Class Sues Fertilizer Giant Over Massive Spill

     (CN) – Residents living near fertilizer giant Mosaic’s New Wales, Florida phosphate processing plant claim in a federal class action that a “toxic radioactive wastewater” spill from the facility earlier this month has contaminated their water.
     Mosaic announced the spill on September 11 — two weeks after company officials noticed a sinkhole opened up under a pool of acidic wastewater called a gypsum stack. This water — a cocktail of chemicals and minerals with low levels of radiation is created during Mosaic’s processing of phosphate into fertilizer.
     The sinkhole, 45-feet-wide and of a still unknown depth, swallowed an estimated 215 million gallons of the wastewater. The company confirmed the wastewater reached the Florida aquifer, the state’s main source of drinking water.
     About 5,000 residents live within five miles of the processing plant — the largest in the world and a majority of households use private wells.
     According to the Florida Department of Environmental Protection, Mosaic hired a third-party to perform tests on wells in the area. So far, tests on 52 wells near Mosaic’s processing plant have not found any contaminants, according to Mosaic and Florida’s DEP.
     “We immediately took steps to remove as much water from the leaking process pond as possible, and are now operating a recovery well to remove the rest of the water from the aquifer,” said Walt Precourt, Mosaic’s Senior Vice President of Phosphates, in a statement. “Based on extensive monitoring data, no water from the stack has migrated off our property.”
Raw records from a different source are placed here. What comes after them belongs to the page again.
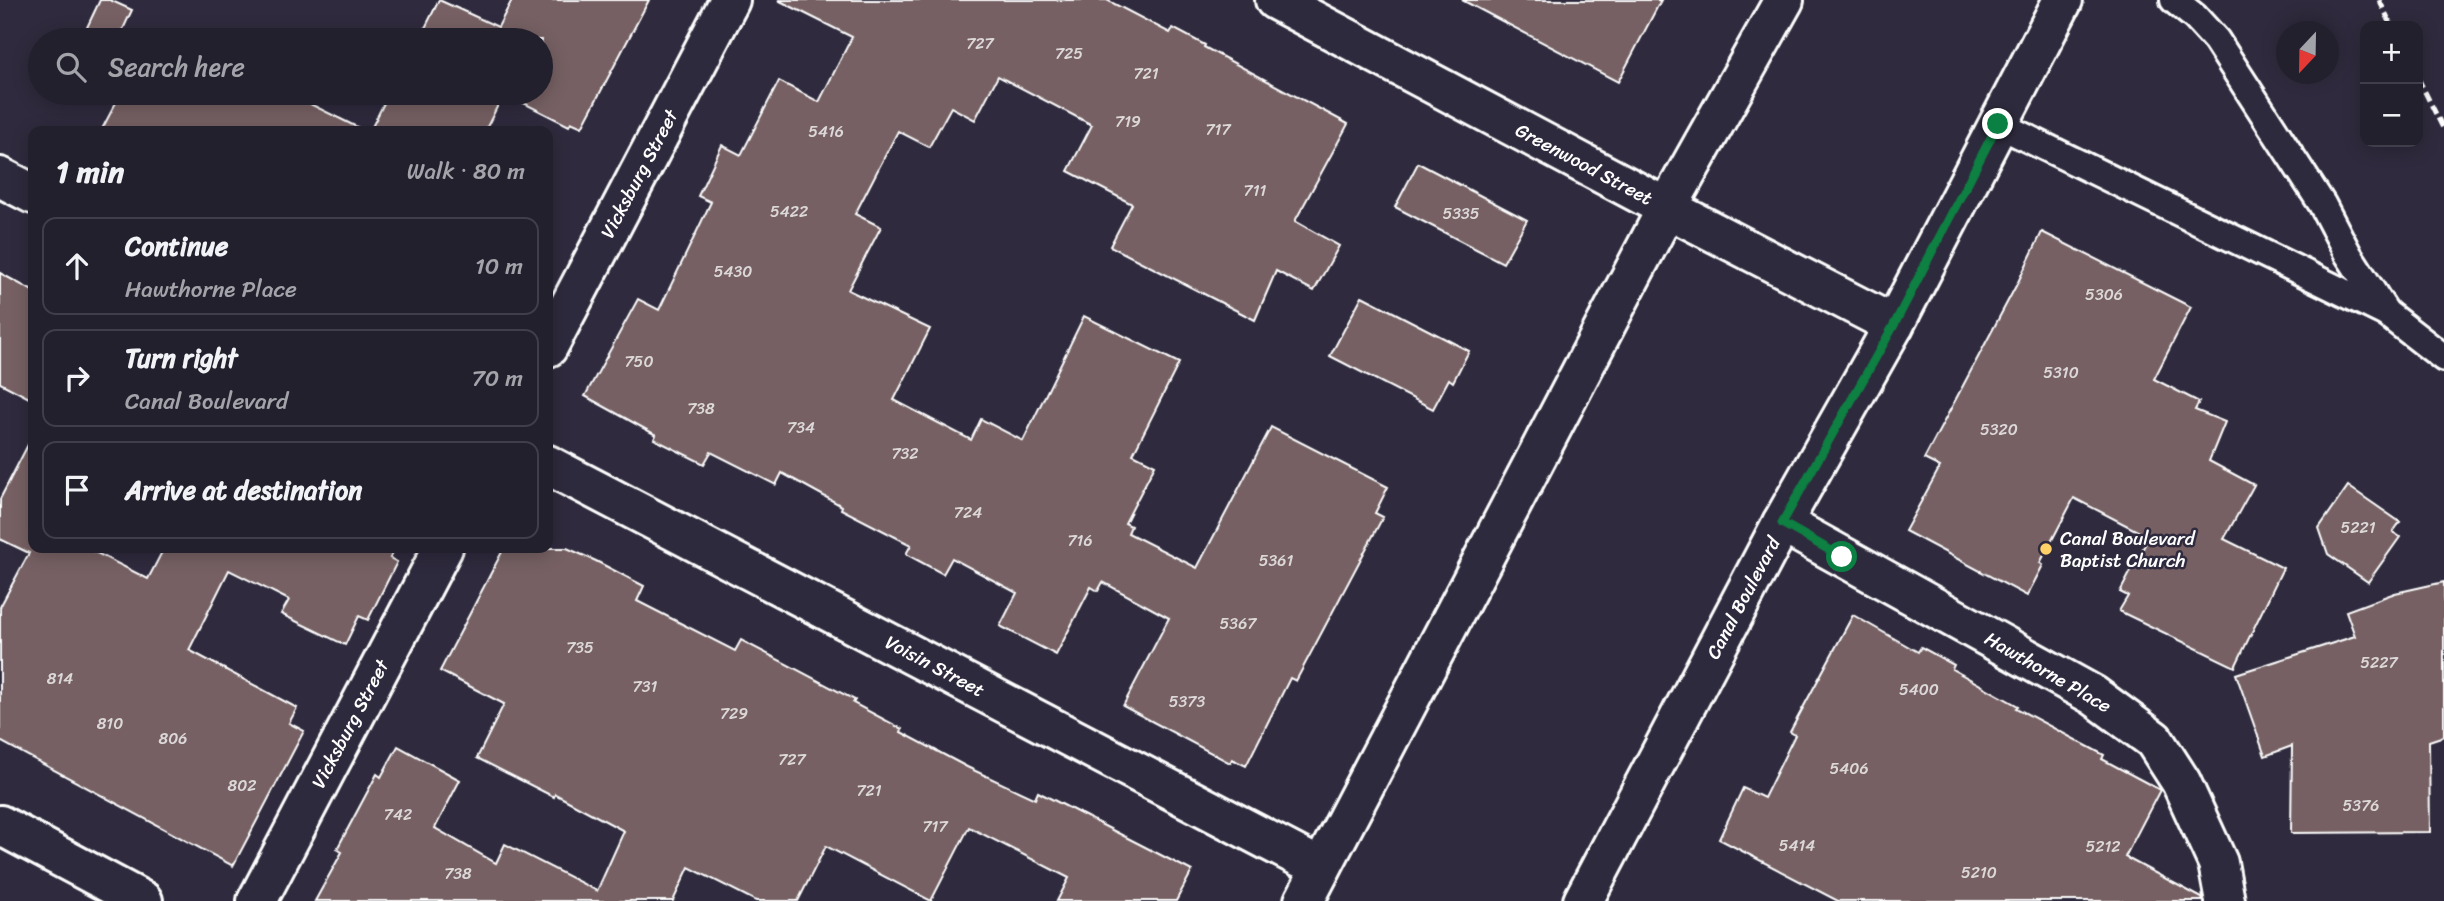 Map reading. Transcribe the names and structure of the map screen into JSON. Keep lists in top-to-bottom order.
{
  "streets": {
    "street": [
      "Greenwood Street",
      "Vicksburg Street",
      "Canal Boulevard",
      "Voisin Street",
      "Hawthorne Place"
    ]
  },
  "crossings": [
    ["Greenwood Street", "Canal Boulevard"],
    ["Canal Boulevard", "Hawthorne Place"]
  ],
  "places": ["Canal Boulevard Baptist Church"],
  "house_numbers": [
    "727",
    "725",
    "721",
    "719",
    "717",
    "5416",
    "711",
    "5422",
    "5335",
    "5430",
    "5306",
    "750",
    "5310",
    "738",
    "734",
    "5320",
    "732",
    "724",
    "5221",
    "716",
    "5361",
    "5367",
    "735",
    "5227",
    "814",
    "731",
    "5400",
    "5373",
    "729",
    "810",
    "806",
    "727",
    "5406",
    "802",
    "721",
    "5376",
    "742",
    "717",
    "5414",
    "5212",
    "5210",
    "738"
  ],
  "north": "bottom",
  "page": {
    "map_buttons": ["+", "−"],
    "search": "Search here",
    "heading": ["1 min", "Walk · 80 m"],
    "list": [
      ["Continue", "Hawthorne Place", "10 m"],
      ["Turn right", "Canal Boulevard", "70 m"],
      "Arrive at destination"
    ]
  }
}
     “Our Mosaic team continues to work around the clock to review the situation, and our response to it,” he continued. “We continue to analyze the situation, and our response to it, and we realize we could have done a better job in providing timely information to our neighbors and the broader community.”
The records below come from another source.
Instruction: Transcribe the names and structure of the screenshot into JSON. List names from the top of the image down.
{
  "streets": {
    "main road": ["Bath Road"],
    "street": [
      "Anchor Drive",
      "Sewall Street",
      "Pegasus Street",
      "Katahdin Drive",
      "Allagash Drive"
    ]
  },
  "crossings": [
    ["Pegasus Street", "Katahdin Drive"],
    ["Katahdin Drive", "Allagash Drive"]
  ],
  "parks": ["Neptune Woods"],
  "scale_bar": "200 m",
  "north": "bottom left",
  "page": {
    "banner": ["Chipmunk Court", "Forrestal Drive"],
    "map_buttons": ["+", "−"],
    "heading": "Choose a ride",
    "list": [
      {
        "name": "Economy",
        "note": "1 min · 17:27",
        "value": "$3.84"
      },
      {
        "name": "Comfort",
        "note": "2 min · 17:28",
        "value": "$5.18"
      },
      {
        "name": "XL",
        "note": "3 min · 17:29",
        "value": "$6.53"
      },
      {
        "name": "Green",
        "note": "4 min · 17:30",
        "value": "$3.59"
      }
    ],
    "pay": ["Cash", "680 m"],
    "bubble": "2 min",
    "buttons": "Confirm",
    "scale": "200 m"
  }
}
     But attorney Frank Petosa of the Morgan & Morgan Complex Litigation Group, which is representing the class, said residents are unsure if the testing results are reliable.
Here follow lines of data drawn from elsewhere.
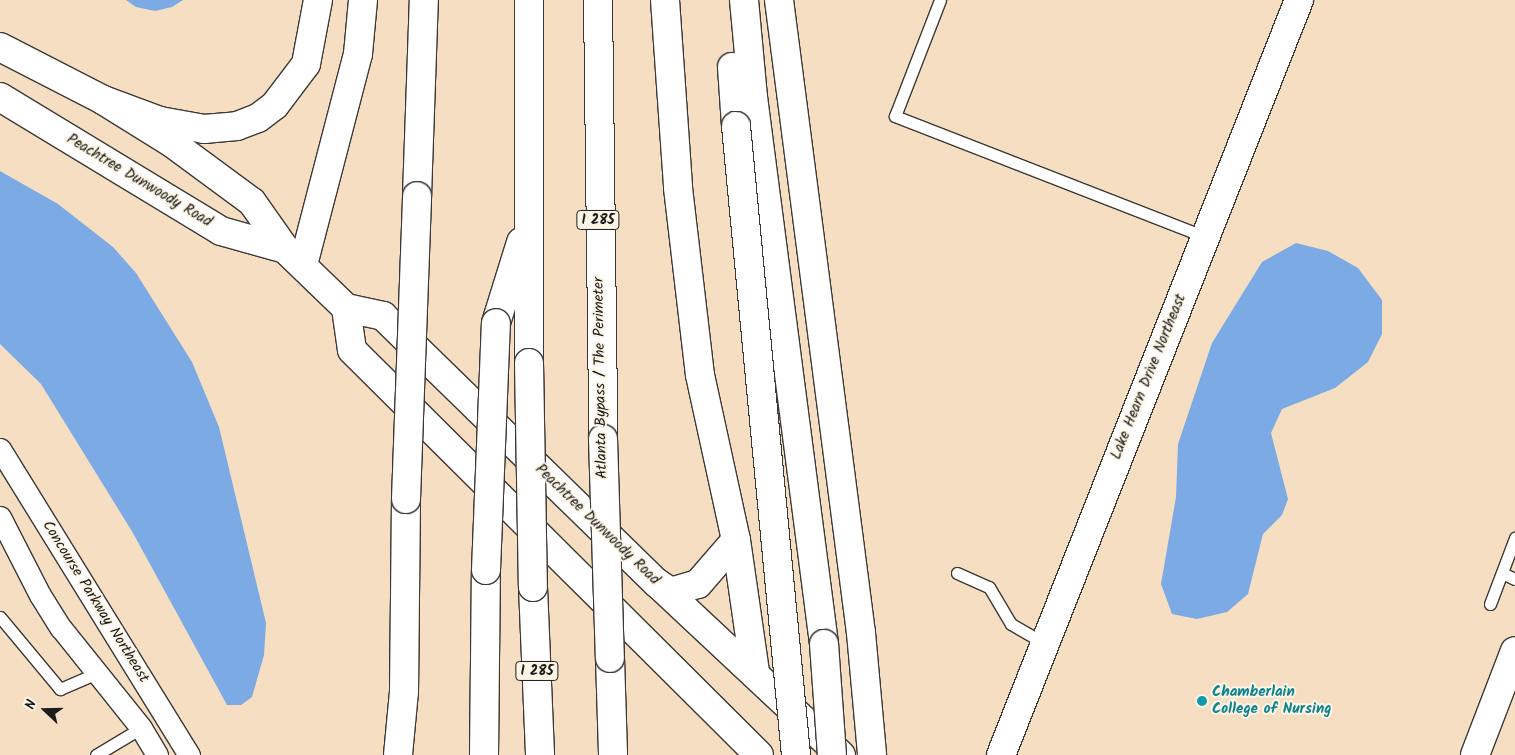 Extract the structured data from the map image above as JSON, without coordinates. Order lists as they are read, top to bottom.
{
  "streets": {
    "main road": [
      "Peachtree Dunwoody Road",
      "I 285",
      "Lake Hearn Drive Northeast",
      "Atlanta Bypass / The Perimeter"
    ],
    "street": ["Concourse Parkway Northeast"]
  },
  "places": ["Chamberlain College of Nursing"],
  "north": "left"
}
     “There needs to be frequent monitoring and testing of wells in the surrounding community,” he said. “Taking one test, one time is not sufficient.”
     The Florida DEP is not yet commenting on possible fines related to the sinkhole spill.
     “While there continues to be no evidence of offsite movement or threat to offsite groundwater supplies, DEP will continue to ensure Mosaic’s efforts properly resolve this issue,” said DEP Secretary Jon Steverson in a statement. “Once the issues surrounding this sinkhole are resolved, DEP will finalize its ongoing investigation to determine any necessary accountability measures to ensure this doesn’t happen again.”
     Mosaic has a history of environmental problems near its mines and processing plants.
     Last year, the company reached a nearly $2 billion settlement with the U.S. Environmental Protection Agency for alleged violations of the Resource Conservation and Recovery Act for improper storage of billons of gallons of hazardous waste. The settlement is the largest of its kind.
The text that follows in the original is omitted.